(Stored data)

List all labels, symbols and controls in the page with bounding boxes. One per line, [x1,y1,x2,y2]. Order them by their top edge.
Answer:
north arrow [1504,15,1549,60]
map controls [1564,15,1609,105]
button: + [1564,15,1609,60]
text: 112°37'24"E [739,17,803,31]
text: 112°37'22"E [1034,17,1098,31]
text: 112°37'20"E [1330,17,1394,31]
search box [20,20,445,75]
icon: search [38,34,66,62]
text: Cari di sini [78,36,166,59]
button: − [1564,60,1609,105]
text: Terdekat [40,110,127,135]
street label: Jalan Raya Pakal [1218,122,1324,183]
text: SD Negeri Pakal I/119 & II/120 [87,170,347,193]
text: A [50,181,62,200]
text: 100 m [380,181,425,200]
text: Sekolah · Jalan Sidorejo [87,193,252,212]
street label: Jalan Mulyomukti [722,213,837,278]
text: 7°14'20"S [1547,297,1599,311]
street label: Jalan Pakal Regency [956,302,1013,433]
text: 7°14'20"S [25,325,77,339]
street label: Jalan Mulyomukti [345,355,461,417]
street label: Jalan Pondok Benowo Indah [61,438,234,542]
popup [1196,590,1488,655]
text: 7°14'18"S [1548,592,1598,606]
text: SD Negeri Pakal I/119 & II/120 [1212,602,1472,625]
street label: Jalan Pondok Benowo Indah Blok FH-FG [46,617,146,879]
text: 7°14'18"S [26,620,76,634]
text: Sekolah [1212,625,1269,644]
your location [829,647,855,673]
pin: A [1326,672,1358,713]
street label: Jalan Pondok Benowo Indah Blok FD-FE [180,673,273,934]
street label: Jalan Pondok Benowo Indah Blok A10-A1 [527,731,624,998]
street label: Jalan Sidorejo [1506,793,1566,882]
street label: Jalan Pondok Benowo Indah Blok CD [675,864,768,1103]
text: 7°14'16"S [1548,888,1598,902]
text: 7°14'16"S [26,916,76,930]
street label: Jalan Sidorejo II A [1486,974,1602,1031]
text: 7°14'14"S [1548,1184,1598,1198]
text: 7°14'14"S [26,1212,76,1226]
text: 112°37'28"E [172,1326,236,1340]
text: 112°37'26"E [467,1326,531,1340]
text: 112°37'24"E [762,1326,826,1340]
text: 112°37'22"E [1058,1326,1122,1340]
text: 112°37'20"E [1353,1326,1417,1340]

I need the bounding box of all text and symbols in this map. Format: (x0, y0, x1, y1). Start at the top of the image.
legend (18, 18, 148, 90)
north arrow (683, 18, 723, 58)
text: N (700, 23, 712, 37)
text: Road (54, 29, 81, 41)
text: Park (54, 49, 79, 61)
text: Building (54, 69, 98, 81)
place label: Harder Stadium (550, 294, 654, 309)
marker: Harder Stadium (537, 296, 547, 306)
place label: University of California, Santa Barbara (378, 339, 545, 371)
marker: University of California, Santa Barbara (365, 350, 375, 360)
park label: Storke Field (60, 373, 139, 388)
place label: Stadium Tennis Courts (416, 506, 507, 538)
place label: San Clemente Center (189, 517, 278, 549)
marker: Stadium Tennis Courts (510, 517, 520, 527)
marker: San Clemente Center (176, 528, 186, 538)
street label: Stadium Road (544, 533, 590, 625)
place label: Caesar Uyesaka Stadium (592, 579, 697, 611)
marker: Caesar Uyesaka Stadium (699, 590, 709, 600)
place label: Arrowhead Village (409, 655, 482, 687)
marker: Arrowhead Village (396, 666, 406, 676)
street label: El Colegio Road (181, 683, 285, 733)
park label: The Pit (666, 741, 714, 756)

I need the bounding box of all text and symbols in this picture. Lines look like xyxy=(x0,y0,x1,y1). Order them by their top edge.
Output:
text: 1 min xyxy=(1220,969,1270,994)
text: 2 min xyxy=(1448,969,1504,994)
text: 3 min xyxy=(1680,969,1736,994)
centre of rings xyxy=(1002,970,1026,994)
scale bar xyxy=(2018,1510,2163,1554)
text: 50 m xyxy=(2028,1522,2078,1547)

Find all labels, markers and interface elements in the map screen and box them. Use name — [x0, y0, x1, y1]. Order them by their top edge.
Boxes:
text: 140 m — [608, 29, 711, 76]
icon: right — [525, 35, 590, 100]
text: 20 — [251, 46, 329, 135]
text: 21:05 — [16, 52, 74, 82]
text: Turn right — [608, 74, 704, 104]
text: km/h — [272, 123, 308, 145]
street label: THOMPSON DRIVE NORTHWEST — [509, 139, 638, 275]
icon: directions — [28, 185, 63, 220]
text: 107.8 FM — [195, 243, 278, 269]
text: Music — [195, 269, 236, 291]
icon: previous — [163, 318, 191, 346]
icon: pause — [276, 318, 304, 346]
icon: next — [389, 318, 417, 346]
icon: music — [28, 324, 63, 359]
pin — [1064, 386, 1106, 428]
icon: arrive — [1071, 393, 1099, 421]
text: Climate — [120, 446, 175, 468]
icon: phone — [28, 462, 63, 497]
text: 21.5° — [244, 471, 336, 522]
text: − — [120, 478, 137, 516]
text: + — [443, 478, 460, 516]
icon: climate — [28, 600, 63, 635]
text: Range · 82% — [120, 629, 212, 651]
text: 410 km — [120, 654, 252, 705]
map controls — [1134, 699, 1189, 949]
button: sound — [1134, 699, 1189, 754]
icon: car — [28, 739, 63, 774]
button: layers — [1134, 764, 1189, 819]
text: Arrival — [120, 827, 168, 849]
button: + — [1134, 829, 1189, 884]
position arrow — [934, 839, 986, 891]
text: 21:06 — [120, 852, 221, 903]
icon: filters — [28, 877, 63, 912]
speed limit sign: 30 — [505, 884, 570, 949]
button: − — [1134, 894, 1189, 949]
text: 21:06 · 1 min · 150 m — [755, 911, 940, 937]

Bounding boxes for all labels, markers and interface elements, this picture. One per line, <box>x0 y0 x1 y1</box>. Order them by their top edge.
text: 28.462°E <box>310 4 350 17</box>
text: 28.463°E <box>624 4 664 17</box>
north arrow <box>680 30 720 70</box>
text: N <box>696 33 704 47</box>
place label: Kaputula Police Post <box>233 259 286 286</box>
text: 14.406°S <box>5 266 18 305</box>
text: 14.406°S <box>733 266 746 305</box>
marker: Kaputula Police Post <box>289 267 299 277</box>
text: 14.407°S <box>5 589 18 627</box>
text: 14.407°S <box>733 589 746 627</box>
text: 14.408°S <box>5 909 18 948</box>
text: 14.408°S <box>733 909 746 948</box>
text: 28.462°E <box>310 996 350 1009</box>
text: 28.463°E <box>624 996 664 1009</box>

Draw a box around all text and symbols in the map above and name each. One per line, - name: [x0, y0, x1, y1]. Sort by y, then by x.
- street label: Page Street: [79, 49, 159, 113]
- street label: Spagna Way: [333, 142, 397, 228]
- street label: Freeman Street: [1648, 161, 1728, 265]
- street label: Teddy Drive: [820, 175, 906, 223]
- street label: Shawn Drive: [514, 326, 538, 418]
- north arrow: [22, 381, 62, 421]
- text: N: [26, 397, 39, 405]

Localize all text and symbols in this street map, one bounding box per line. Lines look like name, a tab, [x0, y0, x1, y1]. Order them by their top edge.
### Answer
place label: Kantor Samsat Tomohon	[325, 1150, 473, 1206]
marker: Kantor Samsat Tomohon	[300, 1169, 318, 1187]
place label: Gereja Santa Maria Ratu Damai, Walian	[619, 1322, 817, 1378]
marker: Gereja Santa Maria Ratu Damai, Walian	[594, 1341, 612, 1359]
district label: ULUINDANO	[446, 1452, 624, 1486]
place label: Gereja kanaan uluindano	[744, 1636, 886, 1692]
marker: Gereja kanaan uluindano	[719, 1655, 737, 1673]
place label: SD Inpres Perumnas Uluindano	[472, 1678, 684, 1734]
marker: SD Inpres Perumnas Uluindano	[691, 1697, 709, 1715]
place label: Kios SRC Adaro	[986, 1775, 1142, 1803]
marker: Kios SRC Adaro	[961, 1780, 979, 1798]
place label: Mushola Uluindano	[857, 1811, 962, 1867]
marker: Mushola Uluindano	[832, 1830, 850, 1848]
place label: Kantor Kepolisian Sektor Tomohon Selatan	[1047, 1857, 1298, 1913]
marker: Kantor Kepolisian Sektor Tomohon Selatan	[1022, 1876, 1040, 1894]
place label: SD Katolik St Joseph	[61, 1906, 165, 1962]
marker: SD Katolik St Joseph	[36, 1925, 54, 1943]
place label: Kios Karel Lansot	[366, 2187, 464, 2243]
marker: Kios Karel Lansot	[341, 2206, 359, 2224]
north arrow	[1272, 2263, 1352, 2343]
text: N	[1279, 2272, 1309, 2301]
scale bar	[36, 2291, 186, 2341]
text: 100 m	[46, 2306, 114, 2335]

DIRECTIONS FOR THIS TASK. Whichever lines of the records above hold the word "icon" should all be copied out.

EXERCISE RESULT.
icon: search [38,34,66,62]
icon: right — [525, 35, 590, 100]
icon: directions — [28, 185, 63, 220]
icon: previous — [163, 318, 191, 346]
icon: pause — [276, 318, 304, 346]
icon: next — [389, 318, 417, 346]
icon: music — [28, 324, 63, 359]
icon: arrive — [1071, 393, 1099, 421]
icon: phone — [28, 462, 63, 497]
icon: climate — [28, 600, 63, 635]
icon: car — [28, 739, 63, 774]
icon: filters — [28, 877, 63, 912]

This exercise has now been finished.